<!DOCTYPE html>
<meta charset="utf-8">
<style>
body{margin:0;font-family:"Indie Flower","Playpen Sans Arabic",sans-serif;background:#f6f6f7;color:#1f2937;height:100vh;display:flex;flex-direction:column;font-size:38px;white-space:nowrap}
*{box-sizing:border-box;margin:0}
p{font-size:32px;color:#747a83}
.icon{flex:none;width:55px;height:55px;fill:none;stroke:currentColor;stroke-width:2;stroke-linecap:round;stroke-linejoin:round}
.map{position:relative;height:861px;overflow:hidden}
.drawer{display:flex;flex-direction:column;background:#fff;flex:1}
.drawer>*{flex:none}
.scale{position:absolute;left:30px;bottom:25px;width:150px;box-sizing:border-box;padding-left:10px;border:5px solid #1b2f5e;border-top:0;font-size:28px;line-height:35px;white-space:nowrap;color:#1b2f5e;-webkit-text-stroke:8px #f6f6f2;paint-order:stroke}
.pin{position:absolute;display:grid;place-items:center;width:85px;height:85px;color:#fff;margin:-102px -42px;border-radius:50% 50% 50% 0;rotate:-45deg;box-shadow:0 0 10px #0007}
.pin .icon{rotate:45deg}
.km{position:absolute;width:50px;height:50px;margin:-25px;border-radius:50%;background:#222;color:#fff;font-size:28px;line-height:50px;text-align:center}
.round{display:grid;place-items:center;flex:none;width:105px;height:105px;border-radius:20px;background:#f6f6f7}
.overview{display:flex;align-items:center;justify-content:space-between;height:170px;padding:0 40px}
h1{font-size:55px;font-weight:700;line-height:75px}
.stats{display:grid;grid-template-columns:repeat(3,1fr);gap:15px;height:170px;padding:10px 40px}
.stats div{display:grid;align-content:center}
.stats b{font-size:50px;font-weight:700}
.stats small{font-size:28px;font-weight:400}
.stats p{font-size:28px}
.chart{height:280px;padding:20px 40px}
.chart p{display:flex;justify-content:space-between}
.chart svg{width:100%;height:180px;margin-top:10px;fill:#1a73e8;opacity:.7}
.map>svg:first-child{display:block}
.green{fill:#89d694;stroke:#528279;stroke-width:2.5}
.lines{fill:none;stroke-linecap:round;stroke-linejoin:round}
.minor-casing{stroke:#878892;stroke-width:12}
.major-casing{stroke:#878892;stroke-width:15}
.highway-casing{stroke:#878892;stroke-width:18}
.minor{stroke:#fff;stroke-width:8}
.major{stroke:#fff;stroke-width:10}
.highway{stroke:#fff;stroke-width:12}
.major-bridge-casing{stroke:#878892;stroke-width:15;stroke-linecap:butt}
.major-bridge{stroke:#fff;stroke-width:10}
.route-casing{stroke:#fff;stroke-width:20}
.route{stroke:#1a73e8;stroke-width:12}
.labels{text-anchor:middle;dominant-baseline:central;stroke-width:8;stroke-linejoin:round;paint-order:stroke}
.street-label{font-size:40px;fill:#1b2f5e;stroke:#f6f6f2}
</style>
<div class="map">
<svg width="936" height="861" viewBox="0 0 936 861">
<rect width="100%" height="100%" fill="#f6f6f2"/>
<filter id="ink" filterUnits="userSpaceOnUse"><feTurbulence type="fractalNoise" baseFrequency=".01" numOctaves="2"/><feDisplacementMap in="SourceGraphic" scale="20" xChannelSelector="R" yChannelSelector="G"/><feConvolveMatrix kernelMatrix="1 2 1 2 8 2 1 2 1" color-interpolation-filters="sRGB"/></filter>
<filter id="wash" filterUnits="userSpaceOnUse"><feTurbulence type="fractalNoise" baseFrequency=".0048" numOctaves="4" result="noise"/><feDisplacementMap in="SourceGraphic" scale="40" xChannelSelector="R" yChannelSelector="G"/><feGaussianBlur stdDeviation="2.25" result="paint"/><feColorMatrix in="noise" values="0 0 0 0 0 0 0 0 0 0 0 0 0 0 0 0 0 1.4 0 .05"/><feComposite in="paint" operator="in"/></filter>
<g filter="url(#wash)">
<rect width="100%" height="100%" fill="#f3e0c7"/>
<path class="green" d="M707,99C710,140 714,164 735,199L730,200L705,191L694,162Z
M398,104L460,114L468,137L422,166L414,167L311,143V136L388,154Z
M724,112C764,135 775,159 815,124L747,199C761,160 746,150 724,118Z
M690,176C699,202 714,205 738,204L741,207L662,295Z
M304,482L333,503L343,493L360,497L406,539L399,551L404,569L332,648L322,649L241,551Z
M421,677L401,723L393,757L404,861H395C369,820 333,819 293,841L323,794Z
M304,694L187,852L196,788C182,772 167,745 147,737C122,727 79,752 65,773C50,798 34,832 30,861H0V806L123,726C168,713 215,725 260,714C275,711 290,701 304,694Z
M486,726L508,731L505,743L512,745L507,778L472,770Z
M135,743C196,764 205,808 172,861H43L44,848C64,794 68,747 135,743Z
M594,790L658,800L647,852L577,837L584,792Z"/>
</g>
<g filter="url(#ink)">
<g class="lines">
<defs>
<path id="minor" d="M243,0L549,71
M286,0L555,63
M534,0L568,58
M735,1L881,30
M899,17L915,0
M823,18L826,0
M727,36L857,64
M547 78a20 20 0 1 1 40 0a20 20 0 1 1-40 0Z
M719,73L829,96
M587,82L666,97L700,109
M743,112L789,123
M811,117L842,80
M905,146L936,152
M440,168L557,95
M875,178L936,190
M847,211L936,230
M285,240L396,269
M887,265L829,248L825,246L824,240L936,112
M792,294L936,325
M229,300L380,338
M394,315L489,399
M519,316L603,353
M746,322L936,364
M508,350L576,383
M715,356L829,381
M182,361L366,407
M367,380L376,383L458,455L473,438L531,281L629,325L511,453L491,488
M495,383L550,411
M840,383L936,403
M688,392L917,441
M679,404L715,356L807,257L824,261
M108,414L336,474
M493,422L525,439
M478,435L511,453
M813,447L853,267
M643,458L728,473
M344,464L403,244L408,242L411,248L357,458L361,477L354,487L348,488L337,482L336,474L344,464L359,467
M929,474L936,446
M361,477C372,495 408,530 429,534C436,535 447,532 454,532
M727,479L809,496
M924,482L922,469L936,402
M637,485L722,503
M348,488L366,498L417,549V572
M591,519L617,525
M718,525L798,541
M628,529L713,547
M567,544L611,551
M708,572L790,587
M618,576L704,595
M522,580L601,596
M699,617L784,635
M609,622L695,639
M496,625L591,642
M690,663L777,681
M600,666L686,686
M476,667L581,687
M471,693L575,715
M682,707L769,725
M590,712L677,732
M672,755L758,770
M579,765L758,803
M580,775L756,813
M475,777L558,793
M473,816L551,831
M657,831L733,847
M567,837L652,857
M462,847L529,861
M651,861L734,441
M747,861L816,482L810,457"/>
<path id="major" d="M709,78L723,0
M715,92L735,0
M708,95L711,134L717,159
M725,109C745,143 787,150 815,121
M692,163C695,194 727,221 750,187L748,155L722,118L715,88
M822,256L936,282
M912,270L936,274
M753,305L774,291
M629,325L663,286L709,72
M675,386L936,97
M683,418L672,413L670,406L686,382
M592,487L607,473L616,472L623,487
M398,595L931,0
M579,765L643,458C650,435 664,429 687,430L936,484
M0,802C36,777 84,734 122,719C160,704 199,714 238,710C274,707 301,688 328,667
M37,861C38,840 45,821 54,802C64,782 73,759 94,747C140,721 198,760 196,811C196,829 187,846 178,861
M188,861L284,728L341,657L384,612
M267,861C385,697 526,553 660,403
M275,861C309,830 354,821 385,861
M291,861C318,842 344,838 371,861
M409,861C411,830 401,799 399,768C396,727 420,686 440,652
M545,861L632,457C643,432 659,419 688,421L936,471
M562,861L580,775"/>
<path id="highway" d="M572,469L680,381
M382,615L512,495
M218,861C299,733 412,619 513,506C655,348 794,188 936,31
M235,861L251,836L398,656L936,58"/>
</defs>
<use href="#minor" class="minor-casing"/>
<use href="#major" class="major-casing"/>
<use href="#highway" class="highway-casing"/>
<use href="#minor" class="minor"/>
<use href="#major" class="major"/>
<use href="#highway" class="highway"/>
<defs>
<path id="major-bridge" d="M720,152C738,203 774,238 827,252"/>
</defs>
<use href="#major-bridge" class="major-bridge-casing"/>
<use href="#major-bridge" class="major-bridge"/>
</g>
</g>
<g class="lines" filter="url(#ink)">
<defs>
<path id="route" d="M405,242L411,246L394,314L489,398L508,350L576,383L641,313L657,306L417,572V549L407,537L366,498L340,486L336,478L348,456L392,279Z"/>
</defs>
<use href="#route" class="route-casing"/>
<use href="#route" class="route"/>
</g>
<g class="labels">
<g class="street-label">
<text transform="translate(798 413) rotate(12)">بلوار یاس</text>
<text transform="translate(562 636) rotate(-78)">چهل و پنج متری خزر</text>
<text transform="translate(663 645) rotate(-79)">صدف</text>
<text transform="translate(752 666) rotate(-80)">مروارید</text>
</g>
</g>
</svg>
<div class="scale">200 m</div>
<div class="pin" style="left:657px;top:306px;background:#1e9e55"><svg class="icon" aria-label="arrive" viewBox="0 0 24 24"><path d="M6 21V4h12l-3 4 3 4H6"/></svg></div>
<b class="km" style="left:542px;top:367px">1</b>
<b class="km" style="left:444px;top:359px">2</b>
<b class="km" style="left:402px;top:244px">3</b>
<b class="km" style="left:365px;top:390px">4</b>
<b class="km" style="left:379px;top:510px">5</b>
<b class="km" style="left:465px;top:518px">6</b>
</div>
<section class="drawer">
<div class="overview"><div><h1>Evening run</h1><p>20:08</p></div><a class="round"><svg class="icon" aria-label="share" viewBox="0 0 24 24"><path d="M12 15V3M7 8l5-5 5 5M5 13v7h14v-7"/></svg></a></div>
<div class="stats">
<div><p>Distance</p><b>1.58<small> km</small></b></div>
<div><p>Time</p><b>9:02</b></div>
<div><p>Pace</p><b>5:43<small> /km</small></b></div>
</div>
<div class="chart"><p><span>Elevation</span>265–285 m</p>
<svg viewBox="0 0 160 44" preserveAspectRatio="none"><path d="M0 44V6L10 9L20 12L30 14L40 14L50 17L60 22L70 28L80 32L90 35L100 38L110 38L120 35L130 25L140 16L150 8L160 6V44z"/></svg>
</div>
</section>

= = = = =

EXERCISE OBJECTIVE
Read the material above and copy out each line holding "linecap".

ANSWER FOR THIS EXERCISE
.icon{flex:none;width:55px;height:55px;fill:none;stroke:currentColor;stroke-width:2;stroke-linecap:round;stroke-linejoin:round}
.lines{fill:none;stroke-linecap:round;stroke-linejoin:round}
.major-bridge-casing{stroke:#878892;stroke-width:15;stroke-linecap:butt}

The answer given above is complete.